> **What you should do**:
Copy out each line featuring the string "controls" from the entries beneath.

═════ Supplied records ═════

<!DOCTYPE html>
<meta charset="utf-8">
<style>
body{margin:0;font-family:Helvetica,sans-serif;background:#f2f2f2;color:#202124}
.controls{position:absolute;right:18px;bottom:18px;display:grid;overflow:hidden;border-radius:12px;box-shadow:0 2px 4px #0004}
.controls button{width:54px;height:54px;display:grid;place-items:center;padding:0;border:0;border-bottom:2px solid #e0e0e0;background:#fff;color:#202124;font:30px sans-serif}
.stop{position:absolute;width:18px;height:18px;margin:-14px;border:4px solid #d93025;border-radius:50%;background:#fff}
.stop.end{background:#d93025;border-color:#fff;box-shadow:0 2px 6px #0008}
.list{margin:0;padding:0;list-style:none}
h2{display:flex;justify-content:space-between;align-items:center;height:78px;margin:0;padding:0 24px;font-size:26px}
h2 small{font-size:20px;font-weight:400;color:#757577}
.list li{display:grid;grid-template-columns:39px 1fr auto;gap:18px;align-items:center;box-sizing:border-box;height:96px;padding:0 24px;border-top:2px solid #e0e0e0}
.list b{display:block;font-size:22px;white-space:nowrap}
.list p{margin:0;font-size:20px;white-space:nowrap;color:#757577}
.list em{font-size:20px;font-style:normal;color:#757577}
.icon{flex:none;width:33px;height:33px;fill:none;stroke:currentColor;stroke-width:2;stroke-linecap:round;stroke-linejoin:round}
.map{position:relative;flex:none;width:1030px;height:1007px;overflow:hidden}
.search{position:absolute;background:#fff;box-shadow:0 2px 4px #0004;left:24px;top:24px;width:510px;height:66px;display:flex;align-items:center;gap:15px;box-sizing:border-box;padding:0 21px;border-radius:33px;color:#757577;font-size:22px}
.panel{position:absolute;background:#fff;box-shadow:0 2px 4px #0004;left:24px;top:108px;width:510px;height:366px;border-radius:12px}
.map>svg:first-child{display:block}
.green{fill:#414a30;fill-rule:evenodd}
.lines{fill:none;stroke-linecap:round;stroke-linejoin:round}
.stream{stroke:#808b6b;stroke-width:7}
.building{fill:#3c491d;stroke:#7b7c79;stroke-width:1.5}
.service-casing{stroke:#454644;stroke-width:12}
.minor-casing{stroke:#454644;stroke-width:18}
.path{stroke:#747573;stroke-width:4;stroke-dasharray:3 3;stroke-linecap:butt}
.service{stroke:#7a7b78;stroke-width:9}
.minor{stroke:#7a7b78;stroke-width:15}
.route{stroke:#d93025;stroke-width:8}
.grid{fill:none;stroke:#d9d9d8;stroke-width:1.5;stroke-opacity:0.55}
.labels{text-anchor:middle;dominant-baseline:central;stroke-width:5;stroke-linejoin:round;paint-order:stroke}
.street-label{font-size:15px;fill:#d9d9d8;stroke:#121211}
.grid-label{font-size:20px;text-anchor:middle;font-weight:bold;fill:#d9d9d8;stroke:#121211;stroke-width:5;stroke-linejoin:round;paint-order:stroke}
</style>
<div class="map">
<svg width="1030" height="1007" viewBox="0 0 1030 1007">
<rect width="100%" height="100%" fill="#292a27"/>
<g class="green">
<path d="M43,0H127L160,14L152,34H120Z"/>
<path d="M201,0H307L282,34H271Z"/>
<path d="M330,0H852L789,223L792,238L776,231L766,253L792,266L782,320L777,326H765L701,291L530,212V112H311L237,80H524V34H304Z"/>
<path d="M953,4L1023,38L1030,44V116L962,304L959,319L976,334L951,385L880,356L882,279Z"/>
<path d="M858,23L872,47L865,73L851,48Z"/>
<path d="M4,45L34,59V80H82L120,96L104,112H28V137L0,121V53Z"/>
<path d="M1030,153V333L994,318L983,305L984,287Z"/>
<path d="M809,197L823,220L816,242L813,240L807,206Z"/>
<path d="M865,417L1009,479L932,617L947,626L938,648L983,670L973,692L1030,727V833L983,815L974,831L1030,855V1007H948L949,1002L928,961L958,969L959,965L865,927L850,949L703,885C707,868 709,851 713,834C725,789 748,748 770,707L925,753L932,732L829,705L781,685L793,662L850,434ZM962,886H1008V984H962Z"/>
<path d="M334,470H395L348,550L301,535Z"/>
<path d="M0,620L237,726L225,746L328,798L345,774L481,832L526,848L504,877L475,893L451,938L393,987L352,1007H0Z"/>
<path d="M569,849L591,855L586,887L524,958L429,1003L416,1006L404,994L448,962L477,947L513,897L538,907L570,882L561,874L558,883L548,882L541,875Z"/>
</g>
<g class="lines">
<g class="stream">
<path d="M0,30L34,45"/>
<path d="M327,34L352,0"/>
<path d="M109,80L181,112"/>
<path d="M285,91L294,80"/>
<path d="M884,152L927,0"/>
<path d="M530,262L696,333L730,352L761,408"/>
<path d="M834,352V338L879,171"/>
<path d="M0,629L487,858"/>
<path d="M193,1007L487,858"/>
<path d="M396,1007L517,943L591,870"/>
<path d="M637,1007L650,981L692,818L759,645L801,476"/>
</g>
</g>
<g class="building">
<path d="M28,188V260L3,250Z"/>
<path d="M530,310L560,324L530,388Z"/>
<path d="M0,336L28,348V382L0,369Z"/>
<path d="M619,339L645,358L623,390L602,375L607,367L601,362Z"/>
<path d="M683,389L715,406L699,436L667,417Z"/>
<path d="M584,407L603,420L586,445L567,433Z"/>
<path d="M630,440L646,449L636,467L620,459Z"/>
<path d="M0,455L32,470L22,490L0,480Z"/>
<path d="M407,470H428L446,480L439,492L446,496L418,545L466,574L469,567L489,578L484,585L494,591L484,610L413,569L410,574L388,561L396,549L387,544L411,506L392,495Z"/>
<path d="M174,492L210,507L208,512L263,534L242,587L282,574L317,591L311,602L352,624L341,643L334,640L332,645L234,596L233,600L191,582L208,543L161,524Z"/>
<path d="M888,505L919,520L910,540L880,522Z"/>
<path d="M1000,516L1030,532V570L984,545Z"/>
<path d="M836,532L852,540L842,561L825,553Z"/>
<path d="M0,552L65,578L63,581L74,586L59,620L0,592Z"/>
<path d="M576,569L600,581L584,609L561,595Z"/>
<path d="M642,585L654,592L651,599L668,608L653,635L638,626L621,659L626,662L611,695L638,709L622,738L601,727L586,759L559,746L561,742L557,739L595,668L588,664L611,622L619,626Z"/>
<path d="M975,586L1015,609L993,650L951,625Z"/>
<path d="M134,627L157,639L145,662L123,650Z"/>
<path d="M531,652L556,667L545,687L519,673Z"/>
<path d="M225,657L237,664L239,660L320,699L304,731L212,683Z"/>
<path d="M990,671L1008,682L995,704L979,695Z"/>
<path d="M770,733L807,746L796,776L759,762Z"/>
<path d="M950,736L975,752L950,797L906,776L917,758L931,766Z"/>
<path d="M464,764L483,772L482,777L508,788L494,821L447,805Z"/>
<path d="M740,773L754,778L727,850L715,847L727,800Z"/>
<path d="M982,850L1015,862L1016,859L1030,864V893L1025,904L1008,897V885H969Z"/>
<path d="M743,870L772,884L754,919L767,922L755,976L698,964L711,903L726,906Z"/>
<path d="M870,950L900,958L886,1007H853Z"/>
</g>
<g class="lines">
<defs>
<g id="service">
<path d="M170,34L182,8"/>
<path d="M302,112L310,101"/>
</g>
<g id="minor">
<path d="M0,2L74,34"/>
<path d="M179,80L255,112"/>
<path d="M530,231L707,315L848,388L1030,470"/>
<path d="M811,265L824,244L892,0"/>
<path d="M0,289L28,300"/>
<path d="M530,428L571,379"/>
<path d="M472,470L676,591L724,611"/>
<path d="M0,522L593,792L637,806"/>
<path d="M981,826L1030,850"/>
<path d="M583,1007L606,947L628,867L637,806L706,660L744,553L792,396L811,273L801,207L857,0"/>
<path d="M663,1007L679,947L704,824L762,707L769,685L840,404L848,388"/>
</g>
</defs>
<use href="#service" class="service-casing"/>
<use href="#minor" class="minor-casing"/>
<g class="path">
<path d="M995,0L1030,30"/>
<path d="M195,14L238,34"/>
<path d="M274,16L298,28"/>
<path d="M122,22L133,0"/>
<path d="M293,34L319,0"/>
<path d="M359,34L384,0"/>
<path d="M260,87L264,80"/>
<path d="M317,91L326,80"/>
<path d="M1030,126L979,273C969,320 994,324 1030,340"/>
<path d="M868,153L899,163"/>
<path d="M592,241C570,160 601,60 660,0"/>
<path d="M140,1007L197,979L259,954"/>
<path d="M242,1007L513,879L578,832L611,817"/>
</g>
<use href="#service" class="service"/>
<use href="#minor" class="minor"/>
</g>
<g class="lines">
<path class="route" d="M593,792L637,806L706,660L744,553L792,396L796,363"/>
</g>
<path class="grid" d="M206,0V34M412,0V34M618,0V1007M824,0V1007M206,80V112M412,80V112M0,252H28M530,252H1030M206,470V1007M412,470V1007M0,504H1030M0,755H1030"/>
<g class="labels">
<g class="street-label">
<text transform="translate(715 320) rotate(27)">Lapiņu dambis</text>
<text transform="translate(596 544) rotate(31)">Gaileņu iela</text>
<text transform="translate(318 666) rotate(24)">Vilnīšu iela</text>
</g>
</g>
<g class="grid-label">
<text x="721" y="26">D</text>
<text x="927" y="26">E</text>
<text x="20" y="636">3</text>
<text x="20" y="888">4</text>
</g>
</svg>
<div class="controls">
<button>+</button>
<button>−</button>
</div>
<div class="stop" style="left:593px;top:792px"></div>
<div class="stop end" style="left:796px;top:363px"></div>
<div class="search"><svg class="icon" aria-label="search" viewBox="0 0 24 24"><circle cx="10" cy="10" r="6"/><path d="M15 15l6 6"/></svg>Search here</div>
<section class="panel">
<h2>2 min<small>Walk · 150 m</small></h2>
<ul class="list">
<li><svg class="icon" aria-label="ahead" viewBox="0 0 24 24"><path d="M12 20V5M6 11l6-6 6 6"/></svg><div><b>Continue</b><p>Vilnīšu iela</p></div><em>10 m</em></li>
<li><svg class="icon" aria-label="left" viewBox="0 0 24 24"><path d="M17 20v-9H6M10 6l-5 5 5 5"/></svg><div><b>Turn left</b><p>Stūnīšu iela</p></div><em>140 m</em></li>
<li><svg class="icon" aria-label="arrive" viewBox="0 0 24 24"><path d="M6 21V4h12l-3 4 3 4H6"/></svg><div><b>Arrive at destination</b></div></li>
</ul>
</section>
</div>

═════

> **Solution to this exercise**:
.controls{position:absolute;right:18px;bottom:18px;display:grid;overflow:hidden;border-radius:12px;box-shadow:0 2px 4px #0004}
.controls button{width:54px;height:54px;display:grid;place-items:center;padding:0;border:0;border-bottom:2px solid #e0e0e0;background:#fff;color:#202124;font:30px sans-serif}
<div class="controls">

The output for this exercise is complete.